** Source data follows **

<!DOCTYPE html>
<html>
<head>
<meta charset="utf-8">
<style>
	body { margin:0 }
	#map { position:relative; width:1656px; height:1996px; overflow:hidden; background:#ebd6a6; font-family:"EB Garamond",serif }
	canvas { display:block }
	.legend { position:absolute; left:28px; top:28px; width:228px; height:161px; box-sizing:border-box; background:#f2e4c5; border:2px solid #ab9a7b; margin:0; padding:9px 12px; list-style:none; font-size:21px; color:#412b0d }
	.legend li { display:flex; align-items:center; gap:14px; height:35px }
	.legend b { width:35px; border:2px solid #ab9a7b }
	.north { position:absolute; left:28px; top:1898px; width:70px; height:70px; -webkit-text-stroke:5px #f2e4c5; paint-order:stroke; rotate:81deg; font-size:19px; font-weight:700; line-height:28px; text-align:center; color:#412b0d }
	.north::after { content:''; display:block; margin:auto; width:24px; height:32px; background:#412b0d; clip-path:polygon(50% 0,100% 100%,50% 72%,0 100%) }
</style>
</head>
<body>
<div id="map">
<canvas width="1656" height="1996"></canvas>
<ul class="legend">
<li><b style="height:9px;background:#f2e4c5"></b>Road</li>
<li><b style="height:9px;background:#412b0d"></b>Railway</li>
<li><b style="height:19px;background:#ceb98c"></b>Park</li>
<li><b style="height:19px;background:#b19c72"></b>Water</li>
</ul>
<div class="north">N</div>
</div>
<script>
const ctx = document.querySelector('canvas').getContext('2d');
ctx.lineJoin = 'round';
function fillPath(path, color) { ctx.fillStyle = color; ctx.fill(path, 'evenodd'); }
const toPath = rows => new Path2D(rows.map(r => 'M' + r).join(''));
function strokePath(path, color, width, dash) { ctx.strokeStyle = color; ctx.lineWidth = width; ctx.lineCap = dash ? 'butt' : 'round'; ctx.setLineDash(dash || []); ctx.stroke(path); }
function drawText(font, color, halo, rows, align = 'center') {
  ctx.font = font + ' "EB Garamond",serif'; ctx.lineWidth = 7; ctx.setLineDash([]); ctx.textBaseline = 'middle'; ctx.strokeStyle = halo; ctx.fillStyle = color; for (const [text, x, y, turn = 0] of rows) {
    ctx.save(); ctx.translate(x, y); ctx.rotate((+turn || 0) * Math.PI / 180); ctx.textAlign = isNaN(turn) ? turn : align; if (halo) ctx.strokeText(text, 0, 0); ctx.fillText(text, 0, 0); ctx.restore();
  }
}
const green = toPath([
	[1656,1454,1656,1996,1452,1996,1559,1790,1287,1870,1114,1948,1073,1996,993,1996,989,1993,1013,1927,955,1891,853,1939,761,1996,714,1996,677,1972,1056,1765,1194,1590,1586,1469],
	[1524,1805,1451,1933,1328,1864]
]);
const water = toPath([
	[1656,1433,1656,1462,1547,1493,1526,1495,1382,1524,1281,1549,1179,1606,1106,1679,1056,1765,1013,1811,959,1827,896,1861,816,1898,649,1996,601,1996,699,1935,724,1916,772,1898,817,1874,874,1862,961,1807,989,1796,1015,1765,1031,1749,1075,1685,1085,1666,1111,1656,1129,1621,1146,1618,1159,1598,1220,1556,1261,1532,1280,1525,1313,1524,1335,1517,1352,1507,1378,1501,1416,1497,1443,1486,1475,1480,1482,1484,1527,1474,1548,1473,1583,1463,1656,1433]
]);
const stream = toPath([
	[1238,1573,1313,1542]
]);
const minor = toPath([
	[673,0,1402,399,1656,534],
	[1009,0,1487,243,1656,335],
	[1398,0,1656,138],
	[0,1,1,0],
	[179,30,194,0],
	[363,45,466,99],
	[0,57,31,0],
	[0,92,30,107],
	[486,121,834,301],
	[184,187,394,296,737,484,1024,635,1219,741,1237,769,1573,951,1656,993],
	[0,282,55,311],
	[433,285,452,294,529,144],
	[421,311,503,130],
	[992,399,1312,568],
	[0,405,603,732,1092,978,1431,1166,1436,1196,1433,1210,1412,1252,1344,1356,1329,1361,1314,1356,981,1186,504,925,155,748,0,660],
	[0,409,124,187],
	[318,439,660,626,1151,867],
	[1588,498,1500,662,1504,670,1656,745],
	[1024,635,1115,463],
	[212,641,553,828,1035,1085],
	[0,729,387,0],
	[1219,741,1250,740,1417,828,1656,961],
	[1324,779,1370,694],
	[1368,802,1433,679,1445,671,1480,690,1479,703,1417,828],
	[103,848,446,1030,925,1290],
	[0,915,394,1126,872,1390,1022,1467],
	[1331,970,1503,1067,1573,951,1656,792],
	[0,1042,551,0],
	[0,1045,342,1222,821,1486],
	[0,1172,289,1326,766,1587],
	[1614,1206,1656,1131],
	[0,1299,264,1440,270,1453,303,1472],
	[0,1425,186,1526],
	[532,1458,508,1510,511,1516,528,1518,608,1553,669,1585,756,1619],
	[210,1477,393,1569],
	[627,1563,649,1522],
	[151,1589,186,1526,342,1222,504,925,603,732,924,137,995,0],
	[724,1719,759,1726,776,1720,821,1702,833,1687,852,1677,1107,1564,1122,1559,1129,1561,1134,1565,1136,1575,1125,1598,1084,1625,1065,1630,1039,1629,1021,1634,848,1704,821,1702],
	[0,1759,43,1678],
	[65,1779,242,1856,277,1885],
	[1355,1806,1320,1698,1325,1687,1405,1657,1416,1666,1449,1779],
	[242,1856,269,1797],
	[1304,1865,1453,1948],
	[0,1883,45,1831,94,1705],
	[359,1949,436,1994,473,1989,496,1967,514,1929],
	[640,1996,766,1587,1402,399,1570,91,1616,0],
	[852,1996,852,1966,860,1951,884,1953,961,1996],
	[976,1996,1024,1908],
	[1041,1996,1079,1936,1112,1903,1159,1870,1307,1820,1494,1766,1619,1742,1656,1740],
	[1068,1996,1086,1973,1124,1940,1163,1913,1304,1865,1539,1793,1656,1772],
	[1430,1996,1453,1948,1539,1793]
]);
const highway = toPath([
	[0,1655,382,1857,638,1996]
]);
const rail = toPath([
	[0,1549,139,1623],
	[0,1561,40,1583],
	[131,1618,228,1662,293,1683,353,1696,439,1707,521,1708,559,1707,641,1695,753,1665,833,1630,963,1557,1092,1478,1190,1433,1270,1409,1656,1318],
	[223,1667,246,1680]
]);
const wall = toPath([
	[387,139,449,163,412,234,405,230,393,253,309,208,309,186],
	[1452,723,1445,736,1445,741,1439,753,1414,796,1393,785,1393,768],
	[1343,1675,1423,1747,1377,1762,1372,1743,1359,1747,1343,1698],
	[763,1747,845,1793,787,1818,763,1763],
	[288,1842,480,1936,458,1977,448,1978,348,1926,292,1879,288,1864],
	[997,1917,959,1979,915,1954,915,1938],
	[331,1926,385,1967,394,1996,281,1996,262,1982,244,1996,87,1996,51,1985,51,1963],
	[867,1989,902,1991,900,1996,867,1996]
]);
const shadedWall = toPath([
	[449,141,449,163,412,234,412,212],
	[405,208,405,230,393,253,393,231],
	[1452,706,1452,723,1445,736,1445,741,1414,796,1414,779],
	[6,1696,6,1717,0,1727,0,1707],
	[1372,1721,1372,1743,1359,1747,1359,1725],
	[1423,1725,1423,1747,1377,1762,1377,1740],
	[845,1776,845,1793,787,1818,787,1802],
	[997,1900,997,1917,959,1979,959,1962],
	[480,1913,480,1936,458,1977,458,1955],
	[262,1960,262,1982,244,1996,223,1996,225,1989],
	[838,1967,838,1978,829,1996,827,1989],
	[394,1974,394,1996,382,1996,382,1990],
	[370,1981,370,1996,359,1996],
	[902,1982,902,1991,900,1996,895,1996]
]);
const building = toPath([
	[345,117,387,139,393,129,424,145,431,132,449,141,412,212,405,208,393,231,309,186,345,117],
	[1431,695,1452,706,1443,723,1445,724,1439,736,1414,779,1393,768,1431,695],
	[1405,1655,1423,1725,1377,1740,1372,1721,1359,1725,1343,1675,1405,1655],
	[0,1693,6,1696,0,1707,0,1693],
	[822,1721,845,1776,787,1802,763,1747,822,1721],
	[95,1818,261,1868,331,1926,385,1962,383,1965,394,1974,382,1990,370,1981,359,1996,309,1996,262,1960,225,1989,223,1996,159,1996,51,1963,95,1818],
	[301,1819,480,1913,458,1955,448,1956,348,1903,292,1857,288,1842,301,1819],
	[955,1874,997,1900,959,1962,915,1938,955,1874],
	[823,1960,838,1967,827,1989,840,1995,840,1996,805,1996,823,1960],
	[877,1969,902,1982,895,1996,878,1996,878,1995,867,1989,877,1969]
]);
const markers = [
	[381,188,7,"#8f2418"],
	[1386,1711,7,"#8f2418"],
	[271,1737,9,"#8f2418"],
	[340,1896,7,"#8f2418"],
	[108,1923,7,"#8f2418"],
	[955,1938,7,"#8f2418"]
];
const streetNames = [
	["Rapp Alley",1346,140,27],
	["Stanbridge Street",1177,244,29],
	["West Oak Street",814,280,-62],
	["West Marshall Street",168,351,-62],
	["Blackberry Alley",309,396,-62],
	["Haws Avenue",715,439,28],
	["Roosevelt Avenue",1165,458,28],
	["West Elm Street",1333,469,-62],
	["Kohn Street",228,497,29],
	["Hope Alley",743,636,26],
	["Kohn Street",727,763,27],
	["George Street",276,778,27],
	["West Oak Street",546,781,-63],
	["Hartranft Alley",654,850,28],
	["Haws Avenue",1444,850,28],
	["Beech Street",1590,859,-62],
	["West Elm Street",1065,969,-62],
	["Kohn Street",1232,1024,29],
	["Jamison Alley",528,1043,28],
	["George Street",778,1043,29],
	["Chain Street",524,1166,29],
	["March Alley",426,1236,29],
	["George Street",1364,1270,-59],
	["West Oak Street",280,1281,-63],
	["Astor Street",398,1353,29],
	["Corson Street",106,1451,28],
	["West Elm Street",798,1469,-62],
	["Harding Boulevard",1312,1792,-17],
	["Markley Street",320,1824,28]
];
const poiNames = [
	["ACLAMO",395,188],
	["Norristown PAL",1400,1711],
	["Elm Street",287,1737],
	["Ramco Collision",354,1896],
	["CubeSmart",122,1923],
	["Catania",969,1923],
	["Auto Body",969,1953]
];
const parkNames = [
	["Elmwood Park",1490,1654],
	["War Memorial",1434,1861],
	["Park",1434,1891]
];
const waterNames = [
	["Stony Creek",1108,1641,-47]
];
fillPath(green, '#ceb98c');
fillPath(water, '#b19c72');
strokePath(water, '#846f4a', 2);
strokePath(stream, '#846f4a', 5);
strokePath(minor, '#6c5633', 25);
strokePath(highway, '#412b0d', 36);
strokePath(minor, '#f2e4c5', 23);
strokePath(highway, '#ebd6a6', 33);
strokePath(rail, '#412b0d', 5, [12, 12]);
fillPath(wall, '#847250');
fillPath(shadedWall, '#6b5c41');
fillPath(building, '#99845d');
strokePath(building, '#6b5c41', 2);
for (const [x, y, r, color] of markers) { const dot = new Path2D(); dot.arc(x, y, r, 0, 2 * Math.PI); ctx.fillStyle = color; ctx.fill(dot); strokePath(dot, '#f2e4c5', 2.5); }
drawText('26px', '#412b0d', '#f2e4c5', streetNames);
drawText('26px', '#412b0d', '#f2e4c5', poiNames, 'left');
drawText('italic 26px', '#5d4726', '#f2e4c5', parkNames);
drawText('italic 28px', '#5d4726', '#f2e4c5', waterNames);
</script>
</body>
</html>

** End of Source data **

◆ What is being asked
Check each line of the data above for the word "strokeStyle" and copy the ones where it is found.

◆ Task output
function strokePath(path, color, width, dash) { ctx.strokeStyle = color; ctx.lineWidth = width; ctx.lineCap = dash ? 'butt' : 'round'; ctx.setLineDash(dash || []); ctx.stroke(path); }
  ctx.font = font + ' "EB Garamond",serif'; ctx.lineWidth = 7; ctx.setLineDash([]); ctx.textBaseline = 'middle'; ctx.strokeStyle = halo; ctx.fillStyle = color; for (const [text, x, y, turn = 0] of rows) {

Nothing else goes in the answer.